Cross-modal mapping allows information from one sensory domain—like sound—to control or influence another, such as visuals. It’s the foundation of many computational art systems that blur the line between hearing and seeing.
Translating Between Senses
Cross-modal mapping has an easily understandable concept: data can represent both sound and image as long as it is read differently. The same waveform is simply a string of numbers that can be used to define color, movement or intensity of light.
Visual artists and developers utilize this method to synchronize images with audio or generate sound from the patterns in the visuals. As an example, a low bass frequency could determine how bright a light would be, while high frequencies (treble) could affect the particles’ movement. Cross-modal mapping converts one type of energy into another type of expression by associating different types of sensory input with the same format.
Cross-modal mapping is an essential element of live performance, generative design and experimental media.

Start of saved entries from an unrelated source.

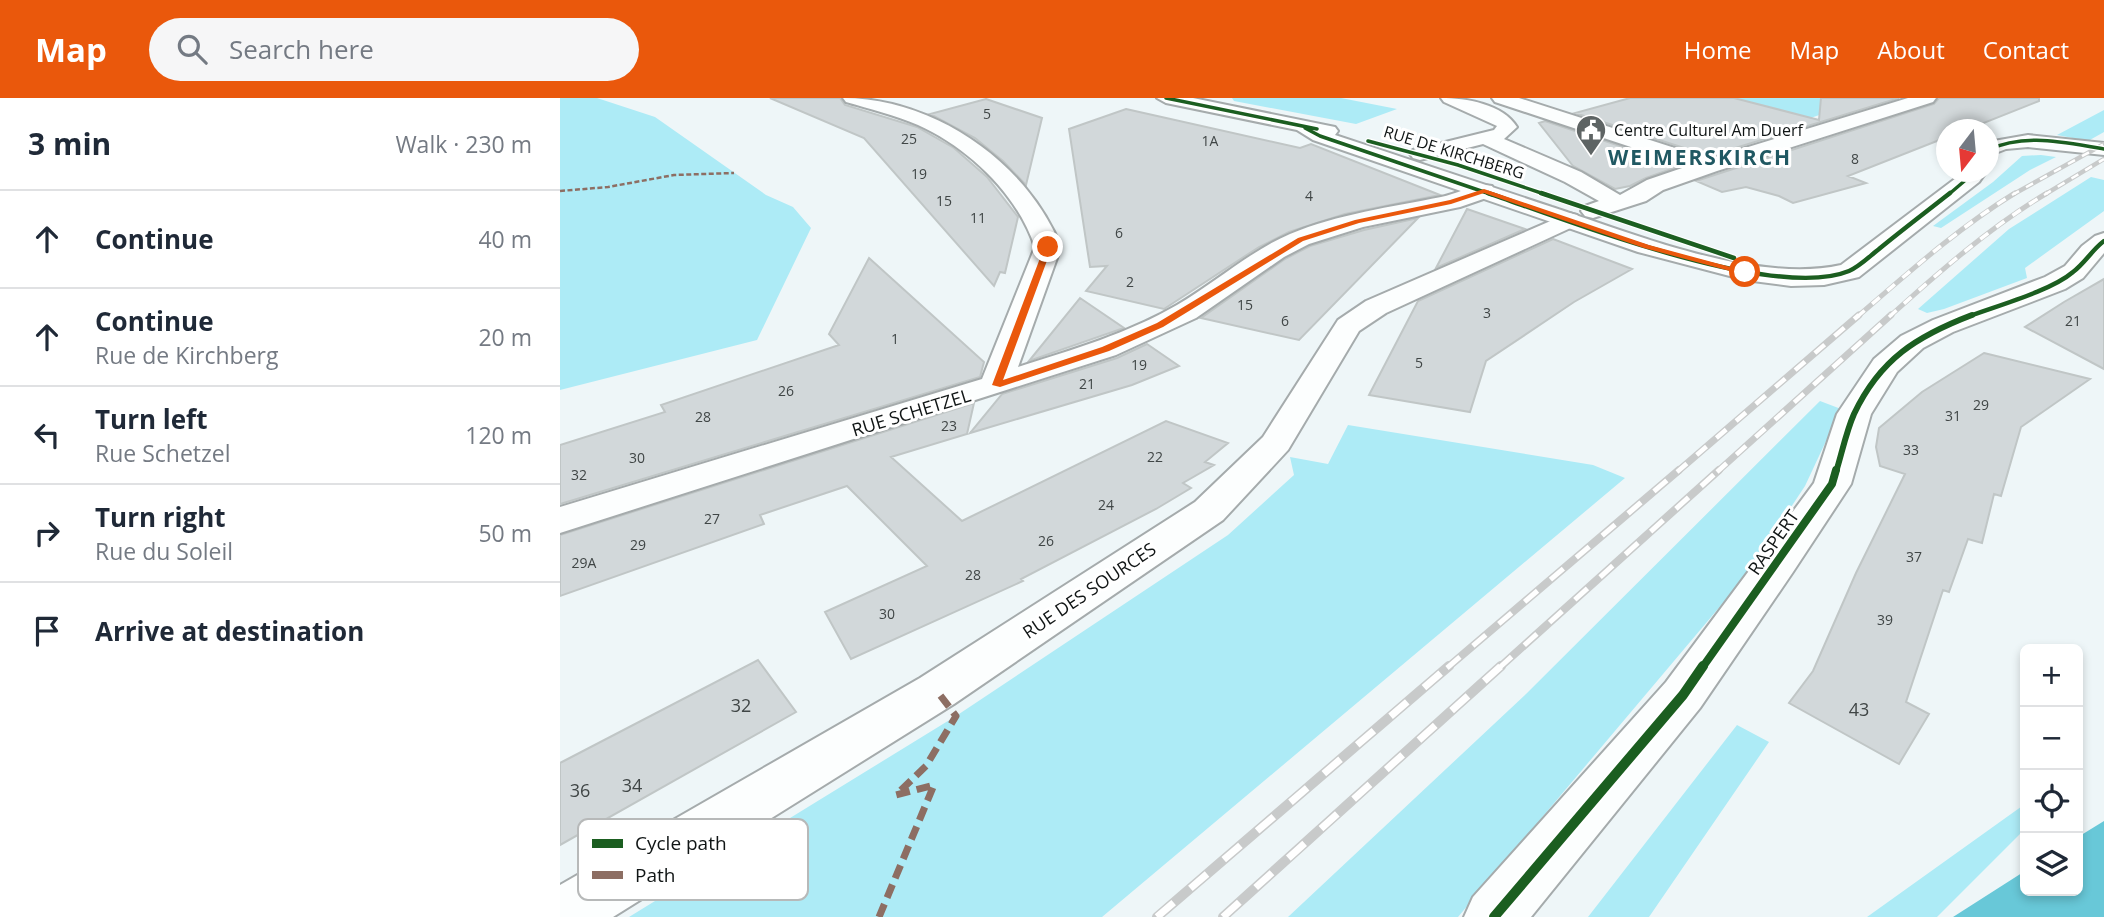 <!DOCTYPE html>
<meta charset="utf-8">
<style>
:root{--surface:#fff;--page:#f6f6f7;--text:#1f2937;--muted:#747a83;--line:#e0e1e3;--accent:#ea580c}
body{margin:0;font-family:"Open Sans",sans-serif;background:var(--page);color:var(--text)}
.controls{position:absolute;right:21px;bottom:21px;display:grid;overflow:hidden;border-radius:10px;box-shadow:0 4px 10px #0003}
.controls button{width:63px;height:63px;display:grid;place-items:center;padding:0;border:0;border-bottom:2px solid var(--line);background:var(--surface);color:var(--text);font:35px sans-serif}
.compass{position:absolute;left:1376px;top:21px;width:63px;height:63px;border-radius:50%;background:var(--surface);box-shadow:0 4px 10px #0003;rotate:196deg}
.stop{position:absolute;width:21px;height:21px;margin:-16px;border:5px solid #ea580c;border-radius:50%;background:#fff}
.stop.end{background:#ea580c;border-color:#fff;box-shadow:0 2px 7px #0008}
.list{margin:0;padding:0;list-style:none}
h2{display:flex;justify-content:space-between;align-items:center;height:91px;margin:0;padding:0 28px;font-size:30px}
h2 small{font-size:23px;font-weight:400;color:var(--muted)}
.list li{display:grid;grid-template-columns:46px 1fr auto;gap:21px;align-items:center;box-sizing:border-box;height:98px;padding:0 28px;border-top:2px solid var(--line)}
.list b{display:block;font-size:26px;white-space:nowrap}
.list p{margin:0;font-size:23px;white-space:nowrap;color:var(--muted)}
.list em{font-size:23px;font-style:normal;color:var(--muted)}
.icon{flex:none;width:38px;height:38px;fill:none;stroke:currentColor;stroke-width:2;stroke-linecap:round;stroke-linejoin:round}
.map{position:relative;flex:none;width:1544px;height:819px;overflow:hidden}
header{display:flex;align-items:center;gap:42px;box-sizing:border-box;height:98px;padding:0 35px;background:var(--accent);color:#fff}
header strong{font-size:33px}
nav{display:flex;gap:38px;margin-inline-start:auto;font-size:24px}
.search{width:490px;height:63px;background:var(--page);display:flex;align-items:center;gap:18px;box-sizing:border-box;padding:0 24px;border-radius:38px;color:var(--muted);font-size:26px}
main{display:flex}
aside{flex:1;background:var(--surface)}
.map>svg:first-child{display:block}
.green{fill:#adebf6}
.water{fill:#68c8d8}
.building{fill:#d2d8da;stroke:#c0c6c6;stroke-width:2}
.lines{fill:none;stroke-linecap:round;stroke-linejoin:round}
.street-casing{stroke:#a5abac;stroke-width:4}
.secondary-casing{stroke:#a5abac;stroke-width:4}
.street{fill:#fcfefe;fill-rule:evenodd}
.secondary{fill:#fcfefe;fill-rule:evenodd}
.rail-far4-casing{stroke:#c8caca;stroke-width:4.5}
.rail-far3-casing{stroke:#c8caca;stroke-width:5}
.rail-far2-casing{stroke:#c8caca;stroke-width:7}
.rail-far1-casing{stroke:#c8caca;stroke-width:8}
.rail-casing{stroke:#c8caca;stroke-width:10}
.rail-far4{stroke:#fff;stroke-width:2.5;stroke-dasharray:8;stroke-linecap:butt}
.rail-far3{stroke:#fff;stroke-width:3.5;stroke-dasharray:10;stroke-linecap:butt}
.rail-far2{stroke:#fff;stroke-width:4.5;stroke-dasharray:13;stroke-linecap:butt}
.rail-far1{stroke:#fff;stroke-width:5;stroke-dasharray:17;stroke-linecap:butt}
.rail{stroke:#fff;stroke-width:7;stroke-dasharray:22;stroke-linecap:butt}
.quiet-far1{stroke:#8d6e63;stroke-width:2.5;stroke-dasharray:5 2.5;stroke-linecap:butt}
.quiet{stroke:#8d6e63;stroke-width:7;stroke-dasharray:14 7;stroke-linecap:butt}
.cycleway-far4-casing{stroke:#fff;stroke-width:6}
.cycleway-far3-casing{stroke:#fff;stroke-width:7}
.cycleway-far2-casing{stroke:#fff;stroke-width:10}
.cycleway-far1-casing{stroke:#fff;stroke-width:12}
.cycleway-casing{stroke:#fff;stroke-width:14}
.cycleway-far4{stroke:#1b5e20;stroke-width:3.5}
.cycleway-far3{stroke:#1b5e20;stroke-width:4.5}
.cycleway-far2{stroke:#1b5e20;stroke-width:6}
.cycleway-far1{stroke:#1b5e20;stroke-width:8}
.cycleway{stroke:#1b5e20;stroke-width:10}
.route{fill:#ea580c}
.labels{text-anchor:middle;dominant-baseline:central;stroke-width:6;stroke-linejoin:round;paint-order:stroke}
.number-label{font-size:14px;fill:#404646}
.far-poi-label{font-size:16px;fill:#101515;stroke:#fff;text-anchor:start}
.far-street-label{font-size:16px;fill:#101515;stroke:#fff}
.street-label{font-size:18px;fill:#101515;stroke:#fff}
.near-number-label{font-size:18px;fill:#404646}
.far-district-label{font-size:21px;font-weight:bold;letter-spacing:2px;fill:#205862;stroke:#fff}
.key{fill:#fff;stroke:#b7b9b9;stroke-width:2}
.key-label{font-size:19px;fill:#101515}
</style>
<header>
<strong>Map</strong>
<div class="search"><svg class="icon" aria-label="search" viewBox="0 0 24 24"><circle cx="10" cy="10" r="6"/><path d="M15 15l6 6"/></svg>Search here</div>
<nav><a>Home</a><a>Map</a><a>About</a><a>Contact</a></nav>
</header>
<main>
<aside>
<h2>3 min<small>Walk · 230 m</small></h2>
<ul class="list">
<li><svg class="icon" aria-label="ahead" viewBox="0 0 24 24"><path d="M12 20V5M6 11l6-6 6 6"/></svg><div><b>Continue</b></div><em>40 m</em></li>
<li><svg class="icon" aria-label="ahead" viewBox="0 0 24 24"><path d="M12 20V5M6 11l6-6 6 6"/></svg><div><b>Continue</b><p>Rue de Kirchberg</p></div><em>20 m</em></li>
<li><svg class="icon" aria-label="left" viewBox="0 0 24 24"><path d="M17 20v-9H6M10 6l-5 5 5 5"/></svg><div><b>Turn left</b><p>Rue Schetzel</p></div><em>120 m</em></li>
<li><svg class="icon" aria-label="right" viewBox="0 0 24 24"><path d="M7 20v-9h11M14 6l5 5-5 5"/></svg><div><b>Turn right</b><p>Rue du Soleil</p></div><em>50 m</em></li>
<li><svg class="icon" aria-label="arrive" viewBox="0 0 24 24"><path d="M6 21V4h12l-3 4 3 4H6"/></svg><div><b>Arrive at destination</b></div></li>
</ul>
</aside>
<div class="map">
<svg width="1544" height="819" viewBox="0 0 1544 819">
<rect width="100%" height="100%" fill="#eef6f8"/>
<path class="green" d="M0,0H37L95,19L206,97L233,109L251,130L197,242L0,292Z
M672,0H781L837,11L796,26L674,3Z
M1174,0H1309L1233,26Z
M1544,12V34L1528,43L1497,37Z
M1481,57L1496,59L1470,72L1381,130L1373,128L1433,84L1462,58Z
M1531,79L1544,82V113L1465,170L1467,180L1384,211L1367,215L1358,211L1449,131Z
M1260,303L1281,311L1245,388L1184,480L898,819H728L965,597Z
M788,327L1033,367L1065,380L542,819H69L396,618L668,437L734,377L730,359L768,366Z
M1177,627L1209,644L1089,819H1028Z
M1465,706V731L1377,819H1307Z"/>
<path class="water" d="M1544,723V819H1393L1465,773V793H1518V739Z"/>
<path class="building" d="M210,0H280L285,7L357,29L394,50L427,79L458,119L445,175L440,174L434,188L304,40Z
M1070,0H1174L1259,22L1261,0H1339L1149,58L1015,15Z
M1379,0H1479V3L1406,32H1387V39L1288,78L1306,85L1233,105L1219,98L1186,89L1162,94L1136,83L1374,6Z
M426,1L482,20L466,87L443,63L415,40L370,16Z
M566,11L740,50L751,46L880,97L785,116L729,134L699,149L604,211L526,193L547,168L530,169L509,31Z
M985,23L1120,68L1086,80L1070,88L1055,91L1013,68L979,25Z
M907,111L965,131L876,170Z
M858,120L739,242L641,220L725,161L750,148L804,132Z
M993,141L1072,171L1014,204L926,263L910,314L809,297L858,203Z
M309,160L424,264L420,279L0,406V347L105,314L101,307L279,247L269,236Z
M1544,181V271L1465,229L1504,204Z
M520,200L564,230L469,263Z
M587,246L619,268L572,287L410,335L442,296L557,260Z
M1424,255L1530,281L1461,329L1441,398L1434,396L1422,445L1408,441L1389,494L1383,492L1346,604L1369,616L1339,666L1229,605L1253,573L1296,475L1345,376L1320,368L1316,349L1319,330L1362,294Z
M414,305L407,336L331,359L402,423L606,323L668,345L645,364L654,367L623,385L631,390L596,411L461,481L463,483L291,561L265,514L367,468L287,388L200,417L204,426L0,498V437Z
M198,562L236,614L0,747V665Z"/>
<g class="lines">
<g class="street-casing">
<path id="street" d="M283,0C374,0 467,64 501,149L458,269C512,252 569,235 617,207C655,185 690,153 730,136C778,116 831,109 881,99C898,96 915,84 932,88L935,93L932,98L900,109L803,129L749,146L724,159L636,220L556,257L0,435V409L422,281L475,149C457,96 409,50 358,27C335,17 310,11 286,4Z
M881,0C906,0 943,6 957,29L944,41L1021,74L1060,97L1087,82L1128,68L935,4L932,0H959L1149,61L1348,0H1376L1373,4L1157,73L1103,92L1086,103L1033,120L1025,118L1021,113L1025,108L1039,103L1005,84L923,46L860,62L853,60L850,56L853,52L934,32L937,28L884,4Z
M1009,115L1017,117L1021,122L1017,127L826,215L799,233L728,352L663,422L394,606L53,819H0V787L360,580L635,404L703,339L778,222L806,203Z
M1544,135V155L1523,180L1505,191L1393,234L1363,250L1337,274L1311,316L1291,386L1233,474L1140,610L971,819H904L913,799L1106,584L1203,454L1254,385L1277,316L1314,261L1341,238L1373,222L1485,179L1505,168L1522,148L1535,138Z"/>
</g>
<g class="secondary-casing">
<path id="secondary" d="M597,0H633L775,29L778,33L775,37C848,61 920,85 992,109C1074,136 1196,186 1281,167L1404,74H1426L1419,84L1299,179L1264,187L1231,188L1185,182L1078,154L753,42L737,32L606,5Z
M1468,37L1544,45V57L1468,49L1446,51L1428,58V44Z"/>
</g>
<use href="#street" class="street"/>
<use href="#secondary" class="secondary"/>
<g class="rail-far4-casing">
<path id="rail-far4" d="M1452,97L1544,46
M1484,97L1544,61"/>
</g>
<g class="rail-far3-casing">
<path id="rail-far3" d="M1297,219C1348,175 1398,130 1455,95
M1329,219C1379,174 1429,130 1487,95"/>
</g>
<g class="rail-far2-casing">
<path id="rail-far2" d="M1117,374L1299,217
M1157,374L1331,217"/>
</g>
<g class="rail-far1-casing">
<path id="rail-far1" d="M887,570L1119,372
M939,570L1159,372"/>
</g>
<g class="rail-casing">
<path id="rail" d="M597,819L889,568
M663,819L941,568"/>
</g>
<use href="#rail-far4" class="rail-far4"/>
<use href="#rail-far3" class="rail-far3"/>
<use href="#rail-far2" class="rail-far2"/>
<use href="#rail-far1" class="rail-far1"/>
<use href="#rail" class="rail"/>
<path class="quiet-far1" d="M0,93L48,89L114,77L174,75"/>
<path class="quiet" d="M319,819L374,687L336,697L366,668L396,618L377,593"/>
<g class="cycleway-far4-casing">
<path id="cycleway-far4" d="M606,0L757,31
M745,30L760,38L933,97
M808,43L898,67L987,97
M1428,52C1464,35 1506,44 1544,51
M1388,97L1415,74"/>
</g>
<g class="cycleway-far3-casing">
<path id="cycleway-far3" d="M928,95C1007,122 1214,204 1289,173C1299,169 1310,158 1319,151C1342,132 1366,114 1390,95
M981,95L1174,160
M1407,219C1436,208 1491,193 1513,174C1525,165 1532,152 1544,143"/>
</g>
<g class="cycleway-far2-casing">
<path id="cycleway-far2" d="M1276,374C1282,355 1286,334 1294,316C1320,261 1357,238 1412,217"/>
</g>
<g class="cycleway-far1-casing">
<path id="cycleway-far1" d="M1142,570L1272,386L1276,372"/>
</g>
<g class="cycleway-casing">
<path id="cycleway" d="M934,819L1123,597L1143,568"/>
</g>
<use href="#cycleway-far4" class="cycleway-far4"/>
<use href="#cycleway-far3" class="cycleway-far3"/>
<use href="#cycleway-far2" class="cycleway-far2"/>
<use href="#cycleway-far1" class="cycleway-far1"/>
<use href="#cycleway" class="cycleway"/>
</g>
<path class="route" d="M924,91L1089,147L1189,174L1185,177L1084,150L924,95L891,106L799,125L743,143L603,229L549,253L440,289L432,287L485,147L492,149L443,282L542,249L597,225L738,140L795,122L890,102Z"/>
<defs>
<g id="civic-pin" transform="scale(1.575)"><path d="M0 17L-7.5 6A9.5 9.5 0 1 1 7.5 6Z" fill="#5e6464" stroke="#fff"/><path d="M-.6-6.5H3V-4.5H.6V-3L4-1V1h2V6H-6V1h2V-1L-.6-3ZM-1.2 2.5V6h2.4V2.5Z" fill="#fff"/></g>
</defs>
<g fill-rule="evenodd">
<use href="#civic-pin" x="1031" y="32"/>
</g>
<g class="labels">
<g class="number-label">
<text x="427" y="15">5</text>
<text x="349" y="40">25</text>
<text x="650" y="42">1A</text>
<text x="1295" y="60">8</text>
<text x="359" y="75">19</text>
<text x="749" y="97">4</text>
<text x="384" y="102">15</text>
<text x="418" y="119">11</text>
<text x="559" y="134">6</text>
<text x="570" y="183">2</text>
<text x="685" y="206">15</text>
<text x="927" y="214">3</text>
<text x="725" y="222">6</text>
<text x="1513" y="222">21</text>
<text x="335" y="240">1</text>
<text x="859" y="264">5</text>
<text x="579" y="266">19</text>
<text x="527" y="285">21</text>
<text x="226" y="292">26</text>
<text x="1421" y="306">29</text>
<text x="1393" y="317">31</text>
<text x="143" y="318">28</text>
<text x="389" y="327">23</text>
<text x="1351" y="351">33</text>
<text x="595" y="358">22</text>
<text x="77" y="359">30</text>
<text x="19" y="376">32</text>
<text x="546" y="406">24</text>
<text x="152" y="420">27</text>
<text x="486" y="442">26</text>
<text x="78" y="446">29</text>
<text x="1354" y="458">37</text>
<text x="24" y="464">29A</text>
<text x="413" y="476">28</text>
<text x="327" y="515">30</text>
<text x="1325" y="521">39</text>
</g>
<g class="far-poi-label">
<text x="1054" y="32">Centre Culturel Am Duerf</text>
</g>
<g class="far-street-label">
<text transform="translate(894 54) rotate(17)">RUE DE KIRCHBERG</text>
</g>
<g class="street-label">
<text transform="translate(351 314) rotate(-17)">RUE SCHETZEL</text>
<text transform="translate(1213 444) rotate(-55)">RASPERT</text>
<text transform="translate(529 492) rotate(-34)">RUE DES SOURCES</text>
</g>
<g class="near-number-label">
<text x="181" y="607">32</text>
<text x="1299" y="611">43</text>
<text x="72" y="687">34</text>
<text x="20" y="692">36</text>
</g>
<g class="far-district-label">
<text x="1140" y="59">WEIMERSKIRCH</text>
</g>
</g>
<rect x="18" y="721" width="230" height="81" rx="10" class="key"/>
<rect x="32" y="741" width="31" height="9" fill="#1b5e20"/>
<rect x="32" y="773" width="31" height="8" fill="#8d6e63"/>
<g class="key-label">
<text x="75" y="752">Cycle path</text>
<text x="75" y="784">Path</text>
</g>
</svg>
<div class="controls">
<button>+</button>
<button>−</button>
<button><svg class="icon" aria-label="locate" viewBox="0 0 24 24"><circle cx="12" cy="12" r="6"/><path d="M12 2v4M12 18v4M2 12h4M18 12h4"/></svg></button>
<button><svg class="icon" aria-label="layers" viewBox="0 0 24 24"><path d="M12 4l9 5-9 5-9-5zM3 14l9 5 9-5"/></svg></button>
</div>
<svg class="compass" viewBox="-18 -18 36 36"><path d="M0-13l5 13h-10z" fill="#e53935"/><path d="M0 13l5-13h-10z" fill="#747a83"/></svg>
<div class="stop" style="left:1185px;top:174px"></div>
<div class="stop end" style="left:488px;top:149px"></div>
</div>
</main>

In these applications, perception is both interactive and multi-dimensional.
Common Grounds: Data
Cross-modal mapping is typically about taking data from one medium (like video) and using it in another (like audio). In other words, an example would be to take an audio amplitude, scale it between 0 and 1 and use that as the X and Y for the position of a graphic.
Another example would be the frequency of your audio affecting the color hue you see, or the density of texture you feel. What matters is that the brain will perceive a relationship and therefore coherence between the two mediums based on their correlated movements. It does not have to be direct – it can be metaphorical. For example, a song played slowly may produce warmer colors, while an erratic drum beat produces chaotic motions.
A machine learning approach takes this concept to a new level by enabling systems to “learn” what relationships are between sensory patterns, so they do not have to rely on pre-determined formulae.
Reflection
Cross-modal mapping turns data into a bridge between senses. It invites viewers to hear movement and see rhythm, merging logic and intuition. By connecting what we see with what we hear, computational systems remind us that creativity often begins not in one medium, but in the dialogue between them.